Trabalhar-se-á com autores de filosofia do direito, da sociologia jurídica,

de direito internacional e das relações internacionais. A literatura sobre os conceitos em

tela é muito vasta, optando-se por realizar um recorte bibliográfico em torno de estudos

que abordam o conceito jurídico-filosófico de sociedade civil e dos direitos humanos,

além do próprio conceito de sociedade civil global. A existência de diferentes visões

sobre sociedade civil global fez com que se elegessem os direitos humanos como

elemento central, como plataforma para a exegese.

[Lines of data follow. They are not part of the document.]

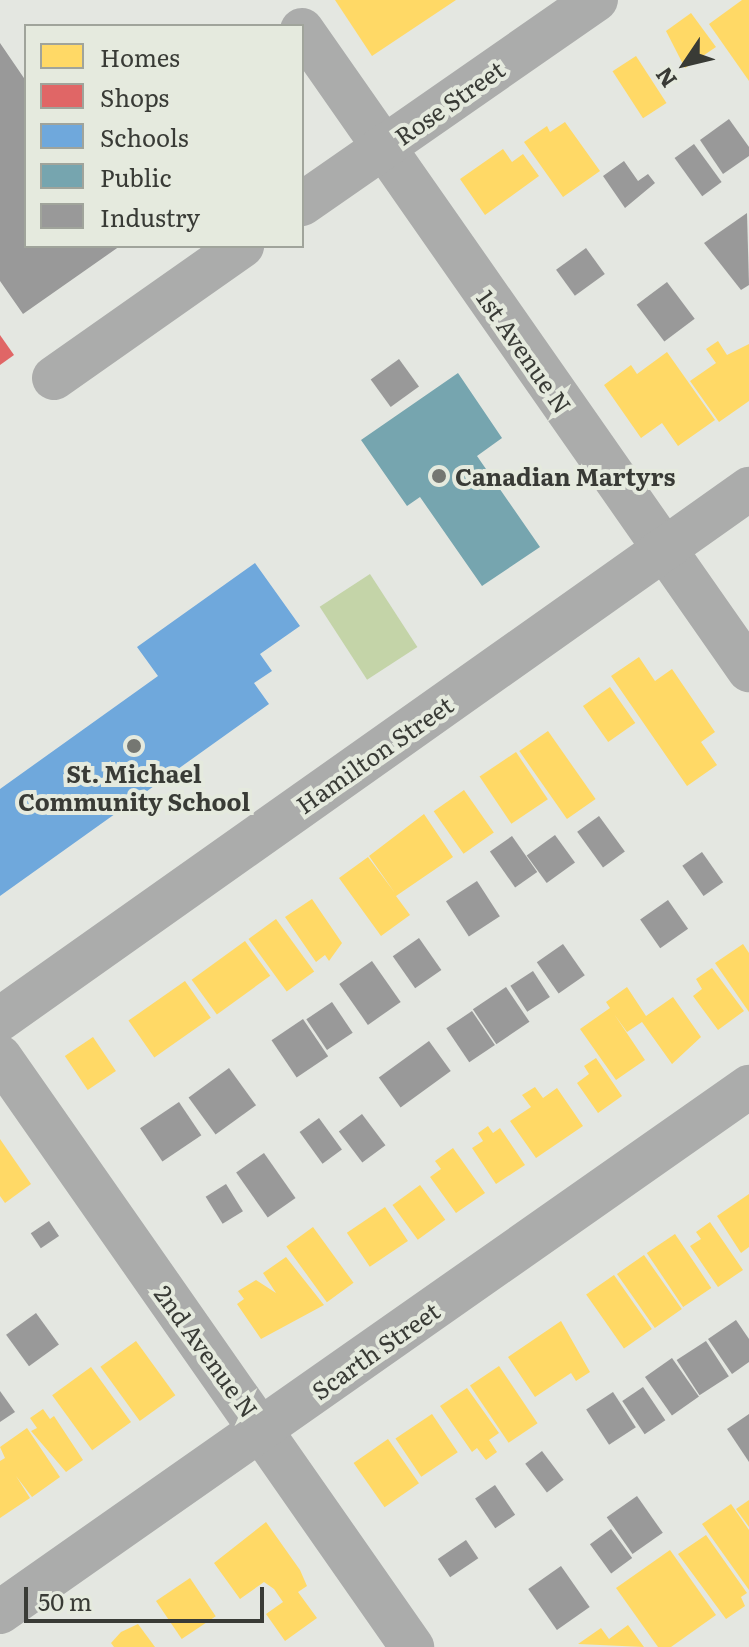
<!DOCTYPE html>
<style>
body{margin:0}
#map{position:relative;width:749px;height:1647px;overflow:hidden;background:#e4e7e1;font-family:Literata,serif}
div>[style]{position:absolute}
.green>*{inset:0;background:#c4d4a8;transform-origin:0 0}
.homes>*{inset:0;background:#ffd966;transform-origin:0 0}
.shops>*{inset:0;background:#e06666}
.schools>*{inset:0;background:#6fa8dc}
.public>*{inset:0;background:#76a5af}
.industry>*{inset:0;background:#999;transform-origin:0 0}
.minor>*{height:44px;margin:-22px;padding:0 22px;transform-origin:22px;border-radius:22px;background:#abacab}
.dots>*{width:22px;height:22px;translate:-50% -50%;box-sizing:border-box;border:4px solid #e5eade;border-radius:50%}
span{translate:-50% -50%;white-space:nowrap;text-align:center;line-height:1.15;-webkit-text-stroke:8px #e5eade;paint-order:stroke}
.street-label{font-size:24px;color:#393b36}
.poi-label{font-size:24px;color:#393b36;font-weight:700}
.left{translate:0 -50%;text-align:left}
.legend{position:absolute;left:24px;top:24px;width:280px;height:224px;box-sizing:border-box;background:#e5eade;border:2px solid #a0a49b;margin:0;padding:10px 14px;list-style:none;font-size:24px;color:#393b36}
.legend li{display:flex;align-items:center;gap:16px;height:40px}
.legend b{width:40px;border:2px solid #a0a49b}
.north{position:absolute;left:645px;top:24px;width:80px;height:80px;-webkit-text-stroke:6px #e5eade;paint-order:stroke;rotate:235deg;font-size:22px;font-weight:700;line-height:32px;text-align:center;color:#393b36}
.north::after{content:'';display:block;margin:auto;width:28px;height:36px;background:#393b36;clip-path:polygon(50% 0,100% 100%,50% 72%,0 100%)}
.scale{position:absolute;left:24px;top:1587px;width:240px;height:36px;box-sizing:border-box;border:4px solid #393b36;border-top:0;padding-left:10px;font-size:24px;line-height:28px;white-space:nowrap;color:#393b36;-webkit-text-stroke:6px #e5eade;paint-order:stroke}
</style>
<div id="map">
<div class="green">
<div style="left:370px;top:574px;width:87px;height:60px;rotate:57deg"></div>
</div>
<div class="homes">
<div style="clip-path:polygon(335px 0,456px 0,372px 56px)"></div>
<div style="clip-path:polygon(742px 0,749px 0,749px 81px,709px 24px)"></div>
<div style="clip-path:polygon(691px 13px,716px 47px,685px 68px,666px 31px)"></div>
<div style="left:636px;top:56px;width:56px;height:28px;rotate:57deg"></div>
<div style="clip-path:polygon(565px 122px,600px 171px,563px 197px,524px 142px,547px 126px,550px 132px)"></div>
<div style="clip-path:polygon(503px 149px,512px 162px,523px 154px,539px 176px,485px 215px,460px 179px)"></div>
<div style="clip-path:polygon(718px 341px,727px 355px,749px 344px,749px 401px,719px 422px,690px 381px,716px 363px,706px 349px)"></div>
<div style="clip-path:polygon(667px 352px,715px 420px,678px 446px,662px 423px,641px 438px,604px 385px,631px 365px,637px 374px)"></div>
<div style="clip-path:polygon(639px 657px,655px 681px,672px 669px,715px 732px,701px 742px,717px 765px,687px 786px,611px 676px)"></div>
<div style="left:610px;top:687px;width:44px;height:33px;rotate:55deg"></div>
<div style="left:548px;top:731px;width:83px;height:35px;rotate:55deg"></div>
<div style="left:516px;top:752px;width:57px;height:44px;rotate:56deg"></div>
<div style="left:464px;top:790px;width:52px;height:37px;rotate:55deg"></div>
<div style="clip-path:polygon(424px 814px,453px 857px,396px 896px,410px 915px,381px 936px,339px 878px,368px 857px,395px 893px,369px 856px)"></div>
<div style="clip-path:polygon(312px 899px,342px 943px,329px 961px,325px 955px,316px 962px,285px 917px)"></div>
<div style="left:276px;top:919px;width:65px;height:34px;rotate:54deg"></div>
<div style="left:245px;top:941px;width:43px;height:66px;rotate:54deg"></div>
<div style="clip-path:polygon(743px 944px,749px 953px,749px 1012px,715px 963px)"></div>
<div style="clip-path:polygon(712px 968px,744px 1011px,718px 1030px,693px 996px,702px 989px,696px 979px)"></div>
<div style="left:185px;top:981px;width:45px;height:69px;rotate:55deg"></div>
<div style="clip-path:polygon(627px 987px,646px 1016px,673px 997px,701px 1037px,672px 1064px,642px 1022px,627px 1032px,614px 1014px,645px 1060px,616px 1080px,580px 1029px,610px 1008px,606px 1002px)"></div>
<div style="left:93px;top:1037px;width:41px;height:34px;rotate:56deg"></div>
<div style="clip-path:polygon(596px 1058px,622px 1096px,598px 1113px,577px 1083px,589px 1074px,584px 1066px)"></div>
<div style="clip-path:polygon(535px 1087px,543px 1098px,557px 1088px,583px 1126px,536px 1158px,510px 1121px,531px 1107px,522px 1095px)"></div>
<div style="clip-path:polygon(488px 1126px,493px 1133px,500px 1128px,525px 1165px,496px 1184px,472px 1148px,483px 1141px,478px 1133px)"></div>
<div style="clip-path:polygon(0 1139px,31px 1184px,5px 1203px,0 1196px)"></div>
<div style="clip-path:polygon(453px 1148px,485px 1193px,456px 1213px,430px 1177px,441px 1169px,435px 1161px)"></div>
<div style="left:420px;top:1185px;width:43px;height:34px;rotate:54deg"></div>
<div style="clip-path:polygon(749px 1194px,749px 1247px,741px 1253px,717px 1216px)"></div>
<div style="left:385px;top:1207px;width:41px;height:46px;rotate:56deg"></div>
<div style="clip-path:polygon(710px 1222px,743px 1270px,718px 1287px,690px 1246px,701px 1239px,696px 1232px)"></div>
<div style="left:313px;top:1227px;width:69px;height:33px;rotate:54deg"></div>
<div style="left:675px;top:1234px;width:65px;height:34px;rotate:56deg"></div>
<div style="left:644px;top:1255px;width:66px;height:33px;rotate:55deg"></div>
<div style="clip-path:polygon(286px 1257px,324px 1305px,261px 1339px,237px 1304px,244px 1299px,238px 1291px,256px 1280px,276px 1293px,263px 1273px)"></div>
<div style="left:614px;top:1275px;width:66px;height:34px;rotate:55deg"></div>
<div style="clip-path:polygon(561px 1321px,590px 1372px,576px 1381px,571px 1373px,535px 1397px,508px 1357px)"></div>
<div style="left:136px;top:1341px;width:67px;height:44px;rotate:54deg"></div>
<div style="left:499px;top:1366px;width:69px;height:35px;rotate:56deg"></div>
<div style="left:91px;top:1367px;width:68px;height:48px;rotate:54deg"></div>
<div style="clip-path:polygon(467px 1388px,499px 1433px,489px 1440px,497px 1452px,486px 1460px,477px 1448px,472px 1452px,440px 1406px)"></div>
<div style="clip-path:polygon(43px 1409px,50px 1419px,54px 1416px,83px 1460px,66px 1472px,31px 1431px,37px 1428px,30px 1418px)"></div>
<div style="left:432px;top:1414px;width:46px;height:44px;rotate:56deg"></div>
<div style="clip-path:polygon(27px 1428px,60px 1477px,32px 1497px,16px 1476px,30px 1498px,0 1518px,0 1461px,5px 1458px,0 1447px)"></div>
<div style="left:388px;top:1439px;width:54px;height:42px;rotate:55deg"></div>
<div style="clip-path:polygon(749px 1500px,749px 1527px,736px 1509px)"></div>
<div style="clip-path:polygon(731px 1504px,749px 1530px,749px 1590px,702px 1524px)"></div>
<div style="clip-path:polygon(266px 1522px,300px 1570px,307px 1586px,298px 1592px,317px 1618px,285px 1641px,266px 1614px,283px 1602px,274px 1589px,264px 1582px,240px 1599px,214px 1563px)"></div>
<div style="clip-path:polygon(706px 1535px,747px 1593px,741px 1597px,745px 1606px,726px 1619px,678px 1554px)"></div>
<div style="clip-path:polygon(670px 1550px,716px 1615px,671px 1647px,658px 1647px,616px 1588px)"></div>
<div style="left:190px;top:1578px;width:46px;height:41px;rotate:56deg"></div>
<div style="clip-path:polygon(138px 1624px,155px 1647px,114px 1647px,111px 1643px,121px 1632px)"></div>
<div style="clip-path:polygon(628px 1625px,644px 1647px,578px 1644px,601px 1628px,609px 1639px)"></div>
</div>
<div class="shops">
<div style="clip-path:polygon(0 335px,14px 355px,0 365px)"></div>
</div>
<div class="schools">
<div style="clip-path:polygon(255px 563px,300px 626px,260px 654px,272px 671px,254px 683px,269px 704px,0 896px,0 789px,158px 676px,137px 647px)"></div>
</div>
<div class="public">
<div style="clip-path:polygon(458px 373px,502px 438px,477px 456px,540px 547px,482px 586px,420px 497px,407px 506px,361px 440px)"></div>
</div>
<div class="industry">
<div style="clip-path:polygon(0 43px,26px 81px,26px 246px,120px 246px,23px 314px,0 281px)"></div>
<div style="clip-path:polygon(729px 119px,749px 147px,749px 156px,723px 174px,700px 140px)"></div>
<div style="left:694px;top:144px;width:47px;height:24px;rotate:54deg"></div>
<div style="clip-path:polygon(624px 161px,638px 181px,648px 174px,655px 183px,625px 208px,603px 176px)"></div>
<div style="clip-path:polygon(747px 213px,749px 285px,741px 290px,704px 243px)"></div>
<div style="left:586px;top:248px;width:32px;height:37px;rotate:54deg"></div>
<div style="left:667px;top:282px;width:46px;height:38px;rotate:53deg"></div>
<div style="left:399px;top:359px;width:34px;height:35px;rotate:54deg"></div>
<div style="left:599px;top:816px;width:44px;height:27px;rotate:54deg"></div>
<div style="left:555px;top:835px;width:34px;height:35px;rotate:54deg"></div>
<div style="left:512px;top:836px;width:44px;height:27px;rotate:55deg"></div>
<div style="left:702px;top:852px;width:37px;height:24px;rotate:55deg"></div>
<div style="left:477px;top:881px;width:42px;height:37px;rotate:57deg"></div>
<div style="left:668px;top:900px;width:35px;height:34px;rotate:55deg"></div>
<div style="left:419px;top:938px;width:39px;height:32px;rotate:55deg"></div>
<div style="left:563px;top:944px;width:38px;height:32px;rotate:55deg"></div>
<div style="left:372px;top:961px;width:50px;height:40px;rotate:55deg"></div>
<div style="left:533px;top:971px;width:31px;height:27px;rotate:57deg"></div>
<div style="left:506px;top:987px;width:42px;height:40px;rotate:56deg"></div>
<div style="left:332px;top:1002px;width:37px;height:31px;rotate:56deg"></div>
<div style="left:472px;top:1011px;width:41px;height:31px;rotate:56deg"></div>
<div style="left:303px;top:1019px;width:45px;height:38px;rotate:56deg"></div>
<div style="left:429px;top:1041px;width:37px;height:62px;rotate:54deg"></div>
<div style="left:229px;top:1068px;width:46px;height:50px;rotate:54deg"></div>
<div style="left:179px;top:1102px;width:40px;height:47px;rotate:56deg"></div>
<div style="left:362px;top:1114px;width:39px;height:29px;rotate:53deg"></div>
<div style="left:319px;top:1118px;width:39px;height:24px;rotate:54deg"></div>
<div style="left:264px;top:1153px;width:55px;height:34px;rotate:55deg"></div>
<div style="left:226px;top:1184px;width:32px;height:24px;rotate:58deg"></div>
<div style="left:49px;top:1221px;width:18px;height:22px;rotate:56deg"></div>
<div style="left:36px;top:1313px;width:39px;height:37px;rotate:54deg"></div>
<div style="clip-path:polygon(736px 1320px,749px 1339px,749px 1362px,732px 1374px,708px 1339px)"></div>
<div style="left:706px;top:1341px;width:42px;height:35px;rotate:57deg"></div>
<div style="left:672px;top:1358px;width:47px;height:33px;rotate:55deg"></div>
<div style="left:643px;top:1387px;width:40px;height:25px;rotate:56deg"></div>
<div style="clip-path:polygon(0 1391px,15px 1412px,0 1422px)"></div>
<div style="left:613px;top:1392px;width:42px;height:32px;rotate:57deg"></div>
<div style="clip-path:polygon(749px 1414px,749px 1462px,727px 1429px)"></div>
<div style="left:542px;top:1451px;width:36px;height:21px;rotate:53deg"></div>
<div style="left:495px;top:1485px;width:36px;height:24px;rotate:56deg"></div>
<div style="left:637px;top:1496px;width:45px;height:37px;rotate:55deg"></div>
<div style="left:611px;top:1529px;width:36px;height:26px;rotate:54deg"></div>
<div style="left:466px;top:1540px;width:22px;height:34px;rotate:56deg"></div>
<div style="left:561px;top:1566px;width:50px;height:40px;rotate:55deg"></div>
</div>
<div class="minor">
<div style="left:302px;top:30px;width:781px;rotate:55.07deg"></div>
<div style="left:302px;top:204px;width:358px;rotate:-34.8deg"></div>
<div style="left:54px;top:378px;width:230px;rotate:-35.1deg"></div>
<div style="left:0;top:1019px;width:918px;rotate:-35.28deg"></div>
<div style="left:0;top:1057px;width:720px;rotate:55.07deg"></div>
<div style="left:0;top:1612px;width:915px;rotate:-35.03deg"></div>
</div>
<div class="dots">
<div style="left:439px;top:476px;background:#757772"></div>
<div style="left:134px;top:746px;background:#757772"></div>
</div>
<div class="street-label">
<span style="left:449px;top:102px;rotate:-35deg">Rose Street</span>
<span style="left:525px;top:351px;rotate:55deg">1st Avenue N</span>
<span style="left:374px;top:754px;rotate:-35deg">Hamilton Street</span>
<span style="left:375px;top:1350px;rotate:-35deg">Scarth Street</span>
<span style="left:207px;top:1351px;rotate:54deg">2nd Avenue N</span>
</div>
<div class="poi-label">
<span class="left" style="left:455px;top:476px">Canadian Martyrs</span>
<span style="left:134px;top:787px">St. Michael<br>Community School</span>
</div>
<ul class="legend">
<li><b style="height:22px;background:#ffd966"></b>Homes</li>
<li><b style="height:22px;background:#e06666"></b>Shops</li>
<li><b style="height:22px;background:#6fa8dc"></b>Schools</li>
<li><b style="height:22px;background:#76a5af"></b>Public</li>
<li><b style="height:22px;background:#999"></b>Industry</li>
</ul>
<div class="north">N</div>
<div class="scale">50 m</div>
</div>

No primeiro capítulo serão tecidas algumas considerações sobre a

viabilidade de se conceber um novo direito internacional, refletindo-se sobre o paradoxo

de que “cada vez nos regemos menos por tratados e convenções internacionais e mais

pelas mãos ‘bastante invisíveis’ dos mercados(...)”3, buscando alternativas para esta

discrepância. Acredita-se, desde já, na construção de uma nova normatividade que, no

3J. H. FLORES, Direitos humanos, interculturalidade e racionalidade de resistência, In A. C. WOLKMER (org,), Direitos Humanos e filosofia jurídica na América Latina, Rio de Janeiro: Lumen Júris, 2004, p. 9.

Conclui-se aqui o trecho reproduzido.